In the above scenario, oxygenation — as evidenced by decreasing saturations — is obviously impaired. The patient is already receiving high-flow oxygen. The next step to improve the diffusion of oxygen across the alveolar-capillary membrane is to increase Mean Airway Pressure (mPaw). This can be accomplished by increasing the level of PEEP (Positive End Expiratory Pressure) and/or lengthening the ventilator inspiratory time (Ti), thus changing the inspiratory-to-expiratory ratio (I:E).
While in the acute phase of trauma management, aggressively maintaining oxygenation may be required. The clinician should bear in mind that excessive airway pressures in the injured lung increases the risk of barotrauma and the development of Ventilator Associated Lung Injury (VALI). Also, higher airway pressures can increase intrathoracic pressures, reduce venous return to the heart, and may contribute to hypotension5.

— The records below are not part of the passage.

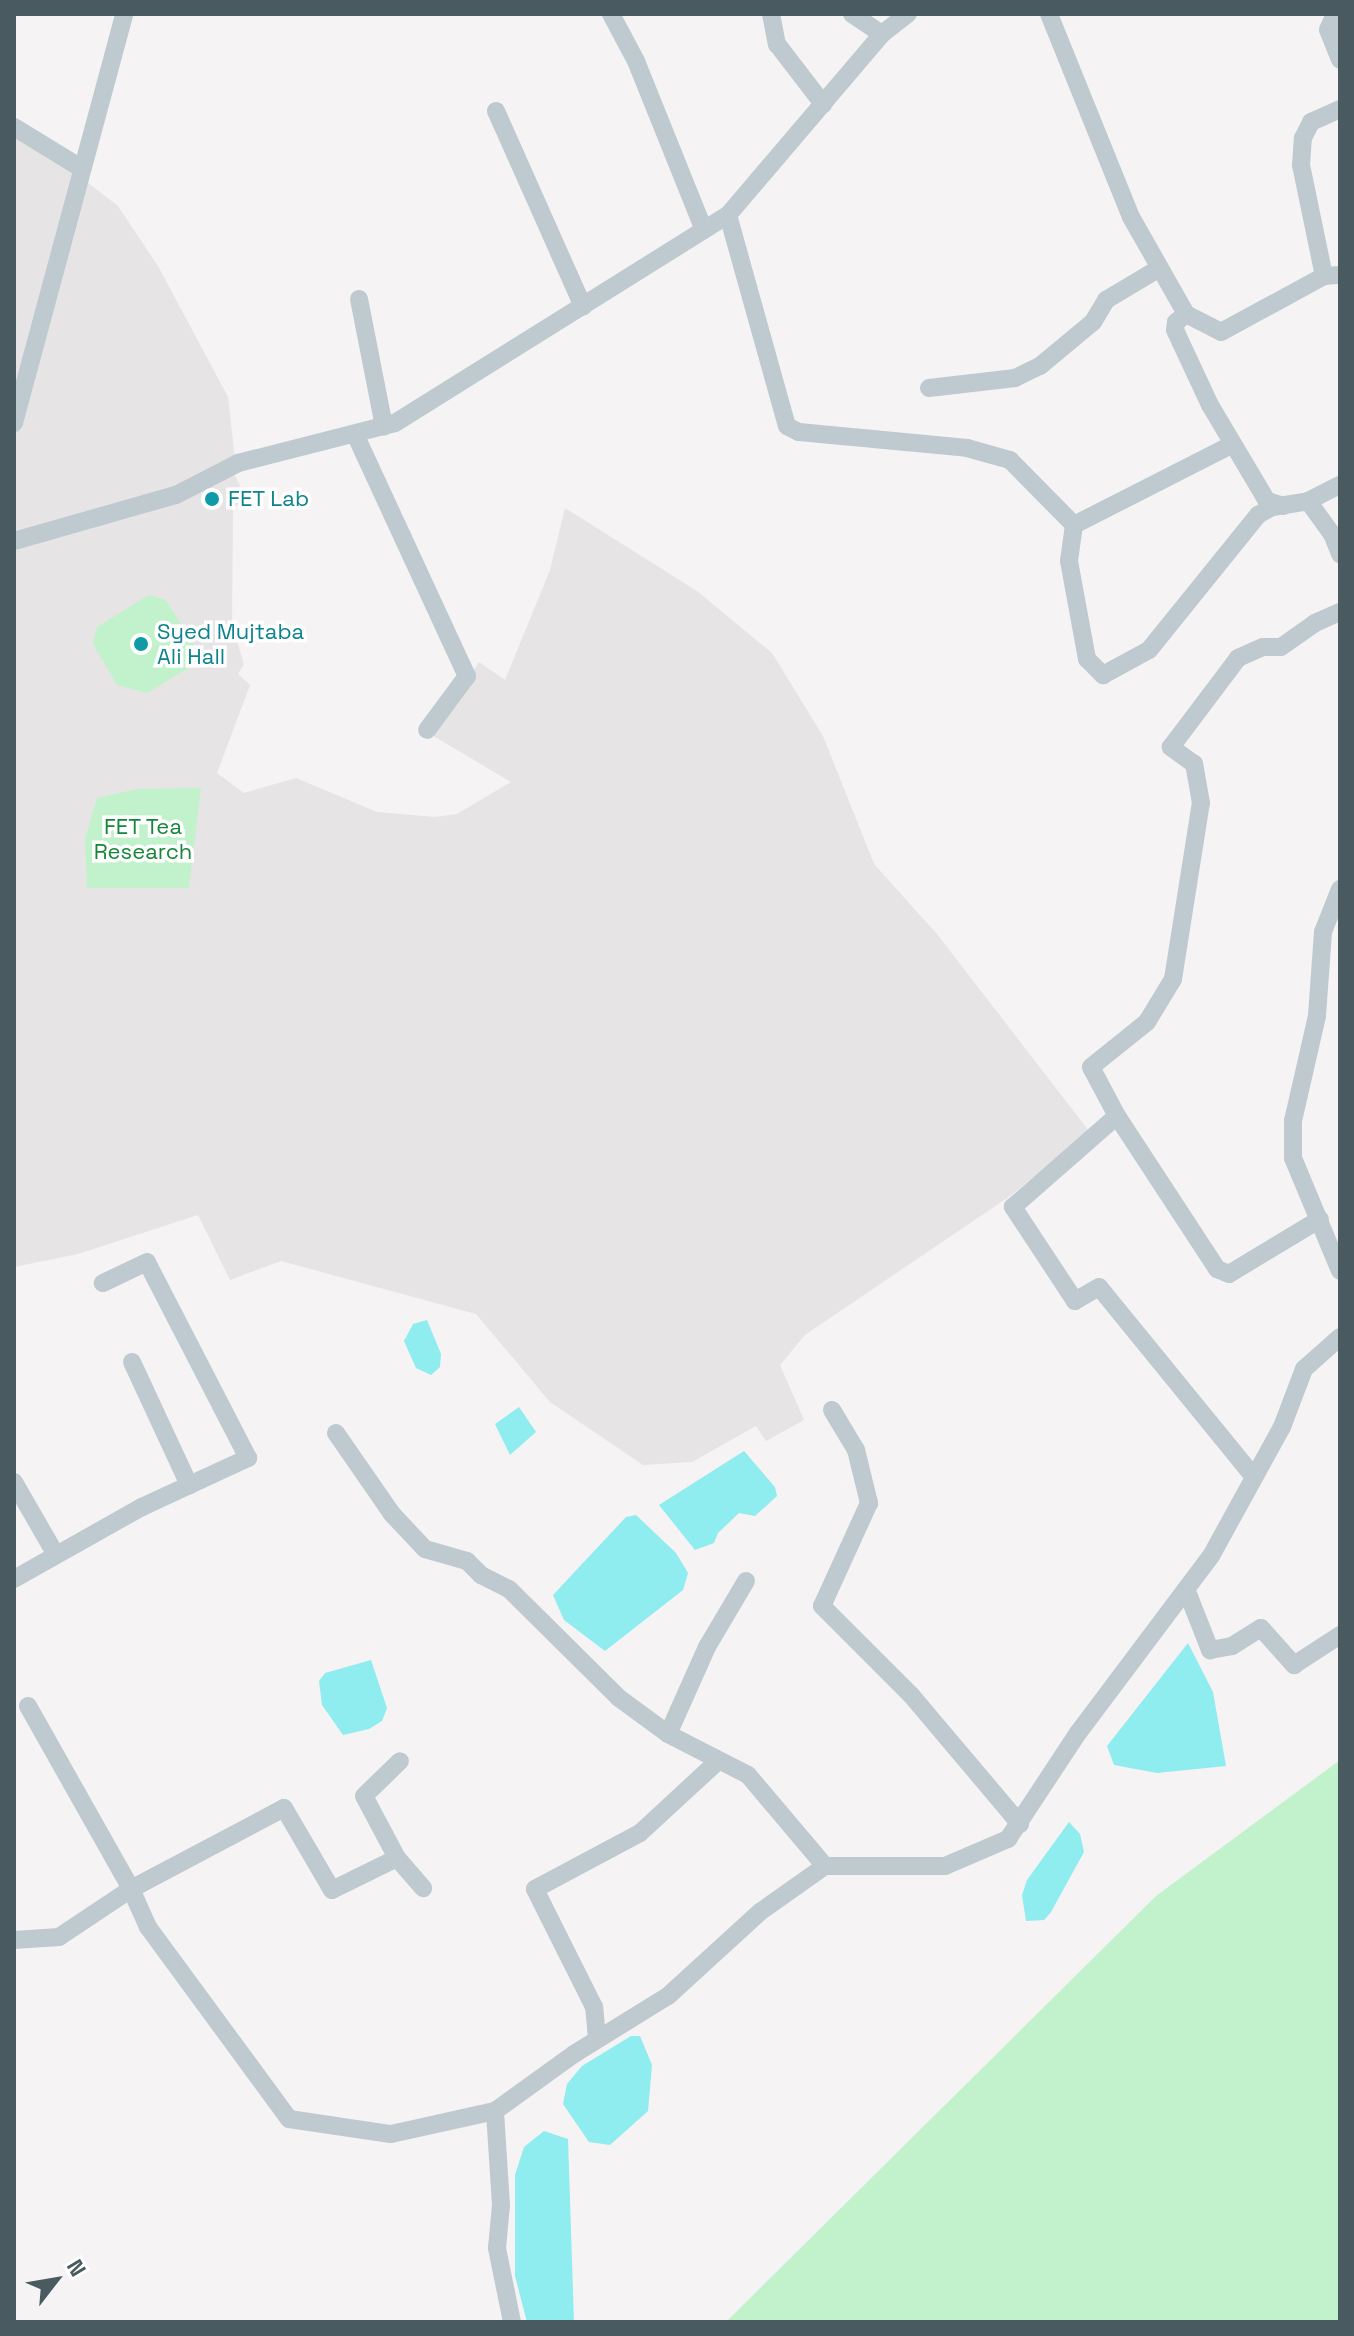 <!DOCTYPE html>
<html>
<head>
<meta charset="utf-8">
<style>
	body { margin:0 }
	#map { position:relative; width:1354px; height:2336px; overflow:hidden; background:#f5f3f3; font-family:"Space Grotesk",sans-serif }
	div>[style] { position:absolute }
	.education>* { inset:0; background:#e6e4e5 }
	.green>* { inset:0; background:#c2f2cc }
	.water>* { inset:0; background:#8fecef }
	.minor>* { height:18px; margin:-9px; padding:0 9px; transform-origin:9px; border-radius:9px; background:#becacf }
	.dots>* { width:22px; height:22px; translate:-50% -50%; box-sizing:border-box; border:4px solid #fff; border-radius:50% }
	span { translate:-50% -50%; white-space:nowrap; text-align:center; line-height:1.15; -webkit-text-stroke:7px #fff; paint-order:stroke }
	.culture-label { font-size:22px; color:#0d838f }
	.left { translate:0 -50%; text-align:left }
	.park-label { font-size:22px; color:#16873a }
	.frame { position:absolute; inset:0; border:16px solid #4a5a61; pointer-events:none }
	.north { position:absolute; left:16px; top:2240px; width:80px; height:80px; -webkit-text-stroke:6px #fff; paint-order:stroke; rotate:59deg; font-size:22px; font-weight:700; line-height:32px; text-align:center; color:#4a5a61 }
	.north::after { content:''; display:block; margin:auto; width:28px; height:36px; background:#4a5a61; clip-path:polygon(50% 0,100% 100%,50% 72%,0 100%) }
</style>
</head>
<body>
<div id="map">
	<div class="education">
		<i style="clip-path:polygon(14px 136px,70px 169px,118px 206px,158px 266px,228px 397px,235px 460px,229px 464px,247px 499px,233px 508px,232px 626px,244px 664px,238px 674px,250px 685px,217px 773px,244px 793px,296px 778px,377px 812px,435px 817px,457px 814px,511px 782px,430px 734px,479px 662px,505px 680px,550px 570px,565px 508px,697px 591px,772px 653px,823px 736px,874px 864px,937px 934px,1089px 1131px,1013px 1194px,805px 1335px,780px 1365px,804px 1420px,766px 1441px,756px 1426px,692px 1462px,643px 1465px,550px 1402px,476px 1314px,281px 1261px,230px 1280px,198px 1215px,78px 1254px,14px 1267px)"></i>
	</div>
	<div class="green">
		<i style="clip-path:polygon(149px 595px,166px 600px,198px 652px,195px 664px,147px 693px,117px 685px,93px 644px,97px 627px)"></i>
		<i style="clip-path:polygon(201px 788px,189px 888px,87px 888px,85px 839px,97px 798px,137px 789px)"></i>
		<i style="clip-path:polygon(1340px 1760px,1340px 2322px,726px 2322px,1156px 1896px)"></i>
	</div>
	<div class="water">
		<i style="clip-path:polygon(427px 1320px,441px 1354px,440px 1367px,431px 1375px,416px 1368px,404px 1341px,413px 1324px)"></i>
		<i style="clip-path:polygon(519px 1407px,536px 1432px,510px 1455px,495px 1424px)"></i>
		<i style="clip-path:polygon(744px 1451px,775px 1487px,777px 1496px,755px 1516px,739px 1513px,718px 1533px,714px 1543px,695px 1550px,659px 1505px)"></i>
		<i style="clip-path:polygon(636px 1515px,676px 1553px,688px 1573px,683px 1590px,605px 1651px,564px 1620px,553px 1595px,626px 1517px)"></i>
		<i style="clip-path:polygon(1188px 1643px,1213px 1692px,1226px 1766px,1157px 1773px,1114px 1765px,1107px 1746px)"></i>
		<i style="clip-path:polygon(371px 1660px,387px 1708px,382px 1721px,369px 1729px,343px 1735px,322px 1705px,319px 1681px,325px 1673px)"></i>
		<i style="clip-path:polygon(1069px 1822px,1080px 1834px,1084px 1852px,1051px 1912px,1044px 1920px,1026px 1921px,1022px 1895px,1027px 1880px)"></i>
		<i style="clip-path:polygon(631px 2036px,640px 2036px,652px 2065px,648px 2111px,610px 2145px,589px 2142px,563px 2104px,567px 2084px,582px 2066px)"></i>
		<i style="clip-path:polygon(544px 2131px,568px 2139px,574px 2322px,527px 2322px,515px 2276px,515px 2175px,524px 2147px)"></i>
	</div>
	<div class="minor">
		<i style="left:611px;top:14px;width:53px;rotate:62deg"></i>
		<i style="left:636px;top:61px;width:182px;rotate:68.1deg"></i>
		<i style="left:771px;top:14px;width:31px;rotate:79deg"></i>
		<i style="left:777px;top:44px;width:76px;rotate:52.5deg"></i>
		<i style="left:852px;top:14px;width:36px;rotate:34deg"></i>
		<i style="left:1049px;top:14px;width:219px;rotate:68deg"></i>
		<i style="left:1131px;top:217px;width:112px;rotate:60.4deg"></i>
		<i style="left:1186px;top:314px;width:39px;rotate:27deg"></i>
		<i style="left:1221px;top:332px;width:117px;rotate:-28.5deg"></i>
		<i style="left:1324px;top:276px;width:16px;rotate:-4deg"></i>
		<i style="left:1335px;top:14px;width:17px;rotate:114deg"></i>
		<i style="left:1328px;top:30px;width:32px;rotate:68deg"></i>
		<i style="left:496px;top:111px;width:214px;rotate:66deg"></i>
		<i style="left:14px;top:127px;width:79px;rotate:31.5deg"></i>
		<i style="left:728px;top:215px;width:219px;rotate:74.4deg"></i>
		<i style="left:787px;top:426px;width:13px;rotate:27deg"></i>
		<i style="left:799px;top:432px;width:169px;rotate:5.4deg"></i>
		<i style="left:967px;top:448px;width:45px;rotate:15.6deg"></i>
		<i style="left:1010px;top:460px;width:91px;rotate:45.4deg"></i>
		<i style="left:1074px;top:525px;width:36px;rotate:98deg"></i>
		<i style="left:1069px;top:561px;width:100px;rotate:79.6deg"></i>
		<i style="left:1087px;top:659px;width:23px;rotate:45deg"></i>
		<i style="left:1103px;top:675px;width:52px;rotate:-28.5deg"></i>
		<i style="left:1149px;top:650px;width:174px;rotate:-51.1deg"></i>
		<i style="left:1258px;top:515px;width:16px;rotate:-30deg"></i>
		<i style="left:1272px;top:507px;width:36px;rotate:-9deg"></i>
		<i style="left:1308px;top:501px;width:36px;rotate:-27deg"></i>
		<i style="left:1324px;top:276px;width:113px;rotate:-101.7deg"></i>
		<i style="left:1301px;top:165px;width:27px;rotate:-86deg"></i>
		<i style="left:1303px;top:138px;width:18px;rotate:-63deg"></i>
		<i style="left:1311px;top:122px;width:32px;rotate:-24deg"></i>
		<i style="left:359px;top:299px;width:130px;rotate:78.9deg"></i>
		<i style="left:1186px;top:314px;width:13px;rotate:141deg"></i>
		<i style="left:1176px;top:322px;width:8px;rotate:97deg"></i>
		<i style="left:1175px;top:330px;width:83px;rotate:65deg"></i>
		<i style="left:1210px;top:405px;width:112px;rotate:59.3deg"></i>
		<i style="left:1267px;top:501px;width:17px;rotate:17deg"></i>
		<i style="left:929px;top:388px;width:87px;rotate:-6.6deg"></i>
		<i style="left:1015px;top:378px;width:28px;rotate:-26deg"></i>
		<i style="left:1040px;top:366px;width:69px;rotate:-39.7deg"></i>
		<i style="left:1093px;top:322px;width:26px;rotate:-59deg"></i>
		<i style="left:1106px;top:300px;width:61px;rotate:-30.8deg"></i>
		<i style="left:14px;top:423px;width:424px;rotate:-74.9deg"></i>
		<i style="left:355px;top:434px;width:267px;rotate:65.2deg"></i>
		<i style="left:467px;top:676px;width:67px;rotate:126.5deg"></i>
		<i style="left:1308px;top:501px;width:41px;rotate:54deg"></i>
		<i style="left:1332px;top:534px;width:22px;rotate:68deg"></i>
		<i style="left:1074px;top:525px;width:178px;rotate:-27deg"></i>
		<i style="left:14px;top:541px;width:168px;rotate:-15.9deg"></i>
		<i style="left:176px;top:495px;width:70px;rotate:-27.3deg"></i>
		<i style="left:238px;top:463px;width:162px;rotate:-14.3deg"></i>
		<i style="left:395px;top:423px;width:393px;rotate:-32deg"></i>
		<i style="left:728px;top:215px;width:238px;rotate:-49.6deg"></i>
		<i style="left:882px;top:34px;width:33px;rotate:-38deg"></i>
		<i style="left:1340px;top:889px;width:46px;rotate:111.6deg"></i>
		<i style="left:1323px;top:932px;width:84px;rotate:94.1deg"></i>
		<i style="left:1317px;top:1016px;width:108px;rotate:102.9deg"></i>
		<i style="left:1293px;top:1121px;width:37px;rotate:90deg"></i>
		<i style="left:1293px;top:1158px;width:122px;rotate:67.4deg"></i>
		<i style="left:1117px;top:1116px;width:183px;rotate:56.8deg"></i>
		<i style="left:1217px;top:1269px;width:13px;rotate:23deg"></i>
		<i style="left:1229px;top:1274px;width:106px;rotate:-31.1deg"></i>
		<i style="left:132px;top:1362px;width:136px;rotate:65.1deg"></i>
		<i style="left:832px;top:1410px;width:47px;rotate:59deg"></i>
		<i style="left:856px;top:1450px;width:55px;rotate:76.2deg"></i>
		<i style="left:869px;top:1503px;width:113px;rotate:114.5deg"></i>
		<i style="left:822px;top:1606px;width:126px;rotate:45deg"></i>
		<i style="left:911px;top:1695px;width:169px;rotate:49.8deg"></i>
		<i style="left:336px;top:1433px;width:98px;rotate:55.3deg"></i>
		<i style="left:392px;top:1514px;width:48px;rotate:46.7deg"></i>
		<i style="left:425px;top:1549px;width:44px;rotate:15.9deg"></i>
		<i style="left:467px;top:1561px;width:20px;rotate:45deg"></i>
		<i style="left:481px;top:1575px;width:31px;rotate:27deg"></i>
		<i style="left:509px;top:1589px;width:155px;rotate:44.7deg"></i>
		<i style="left:619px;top:1698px;width:61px;rotate:36.3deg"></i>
		<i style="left:1254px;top:1477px;width:245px;rotate:-129.2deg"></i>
		<i style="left:1099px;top:1287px;width:28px;rotate:150deg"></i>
		<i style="left:1075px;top:1301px;width:113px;rotate:-123.4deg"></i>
		<i style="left:1013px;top:1207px;width:138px;rotate:-41.2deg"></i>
		<i style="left:1117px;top:1116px;width:55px;rotate:-118deg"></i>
		<i style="left:1091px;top:1067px;width:72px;rotate:-38.8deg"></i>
		<i style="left:1147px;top:1022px;width:50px;rotate:-58.8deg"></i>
		<i style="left:1173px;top:979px;width:178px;rotate:-81deg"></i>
		<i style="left:1201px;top:803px;width:40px;rotate:-100deg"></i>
		<i style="left:1194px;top:764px;width:29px;rotate:-144deg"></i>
		<i style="left:1171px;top:747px;width:111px;rotate:-53deg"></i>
		<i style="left:1238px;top:658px;width:27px;rotate:-24deg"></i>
		<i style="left:1263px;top:647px;width:18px"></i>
		<i style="left:1281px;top:647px;width:42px;rotate:-35.2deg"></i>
		<i style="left:1315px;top:623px;width:27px;rotate:-24deg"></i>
		<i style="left:14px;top:1482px;width:84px;rotate:60.1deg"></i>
		<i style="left:14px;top:1579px;width:147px;rotate:-29.4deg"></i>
		<i style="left:142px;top:1507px;width:117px;rotate:-24.8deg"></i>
		<i style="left:248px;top:1458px;width:220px;rotate:-117.3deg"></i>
		<i style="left:147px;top:1262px;width:49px;rotate:154.5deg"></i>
		<i style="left:746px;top:1581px;width:77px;rotate:120.6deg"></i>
		<i style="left:707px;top:1647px;width:95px;rotate:114.1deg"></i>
		<i style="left:668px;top:1734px;width:90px;rotate:27.1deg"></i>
		<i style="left:748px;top:1775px;width:119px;rotate:49.8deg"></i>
		<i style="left:1186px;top:1589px;width:66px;rotate:68.5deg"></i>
		<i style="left:1210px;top:1650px;width:22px;rotate:-10deg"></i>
		<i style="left:1232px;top:1646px;width:34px;rotate:-32deg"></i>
		<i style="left:1261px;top:1628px;width:50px;rotate:48.3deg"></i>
		<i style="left:1294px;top:1665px;width:55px;rotate:-33.1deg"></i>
		<i style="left:28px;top:1706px;width:210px;rotate:60.6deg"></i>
		<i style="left:131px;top:1889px;width:173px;rotate:-27.9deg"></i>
		<i style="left:284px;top:1808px;width:95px;rotate:59.7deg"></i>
		<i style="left:332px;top:1890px;width:72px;rotate:-26.2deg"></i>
		<i style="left:397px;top:1858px;width:40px;rotate:49deg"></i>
		<i style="left:397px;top:1858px;width:70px;rotate:-118deg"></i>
		<i style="left:364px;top:1796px;width:50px;rotate:-44.2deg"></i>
		<i style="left:14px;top:1940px;width:45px;rotate:-3.8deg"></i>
		<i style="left:59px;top:1937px;width:87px;rotate:-33.7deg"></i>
		<i style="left:131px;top:1889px;width:42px;rotate:65.9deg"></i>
		<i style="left:148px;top:1927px;width:238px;rotate:53.7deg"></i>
		<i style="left:289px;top:2119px;width:103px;rotate:8.4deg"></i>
		<i style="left:391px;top:2134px;width:107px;rotate:-12.5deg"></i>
		<i style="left:597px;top:2039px;width:32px;rotate:-95deg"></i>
		<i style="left:594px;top:2007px;width:132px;rotate:-116.6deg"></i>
		<i style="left:535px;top:1889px;width:119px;rotate:-28.1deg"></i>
		<i style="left:640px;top:1833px;width:106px;rotate:-42.7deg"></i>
		<i style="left:512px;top:2322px;width:76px;rotate:-101.5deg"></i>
		<i style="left:497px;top:2248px;width:43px;rotate:-84.7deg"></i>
		<i style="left:501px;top:2205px;width:94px;rotate:-93.7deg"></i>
		<i style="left:495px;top:2111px;width:97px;rotate:-35.8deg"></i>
		<i style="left:574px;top:2054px;width:110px;rotate:-31.7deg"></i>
		<i style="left:668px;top:1996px;width:125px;rotate:-42.4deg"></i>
		<i style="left:760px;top:1912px;width:80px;rotate:-35.3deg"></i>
		<i style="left:825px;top:1866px;width:120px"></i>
		<i style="left:945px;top:1866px;width:69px;rotate:-23.2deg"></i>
		<i style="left:1008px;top:1839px;width:127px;rotate:-56.6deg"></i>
		<i style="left:1078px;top:1733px;width:221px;rotate:-53.1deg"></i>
		<i style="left:1211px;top:1556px;width:147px;rotate:-61.2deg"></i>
		<i style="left:1282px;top:1427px;width:62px;rotate:-69.2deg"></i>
		<i style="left:1304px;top:1369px;width:48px;rotate:-41.6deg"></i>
	</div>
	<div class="dots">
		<i style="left:212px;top:499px;background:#0f9aa8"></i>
		<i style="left:141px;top:644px;background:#0f9aa8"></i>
	</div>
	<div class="culture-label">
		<span class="left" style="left:228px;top:499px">FET Lab</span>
		<span class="left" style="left:157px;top:644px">Syed Mujtaba<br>Ali Hall</span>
	</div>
	<div class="park-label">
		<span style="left:143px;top:839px">FET Tea<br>Research</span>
	</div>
	<div class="frame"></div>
	<div class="north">N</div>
</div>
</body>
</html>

While this information may seem contradictory, it is at times a balancing act among maintaining adequate Mean Arterial Pressure (MAP), adequate oxygenation and avoiding further lung injury. In this scenario, MAP should be maintained with volume resuscitation, splinting of the pelvic ring, treating coagulapathies with blood products, and avoiding hypothermia. It seems reasonable to assume that an adequate MAP will allow more aggressive ventilatory strategies by alleviating the reduced venous return imposed by higher intrathoracic pressures.
Ultimately, effectiveness of resuscitation is determined by endpoint values, such as base deficit and serum lactate levels. While this is practical at the bedside, it becomes difficult at the roadside. In the prehospital environment, the clinical examination is our most important tool for evaluating resuscitation. This should include evaluating mental status, pulse strength and quality, skin color and temperature, and an acceptable MAP.
- 1. Marx JA, Hockenberger RS and Walls RM (Eds). Rosen’s Emergency Medicine: Concepts and Clinical Practice. Mosby Elsevier (6th Edition) 2006. pp 717-718.
- 2. ACS Committee on Trauma. Advanced Trauma Life Support Manual (7th Ed.). 2004. Pg. 110, 140-141.
- 3. Caviness AC. Pulmonary Contusion in Children. Up to Date Online. http://www.uptodate.com. Version 16.1. Accessed July 7, 2008.
- 4. George RP, Light RW, Matthay MA and Matthay RA. Chest Medicine: Essentials of Pulmonary and Critical Care Medicine (4th Ed). Lippincott, Williams and Wilkins (2000). pp. 607-609.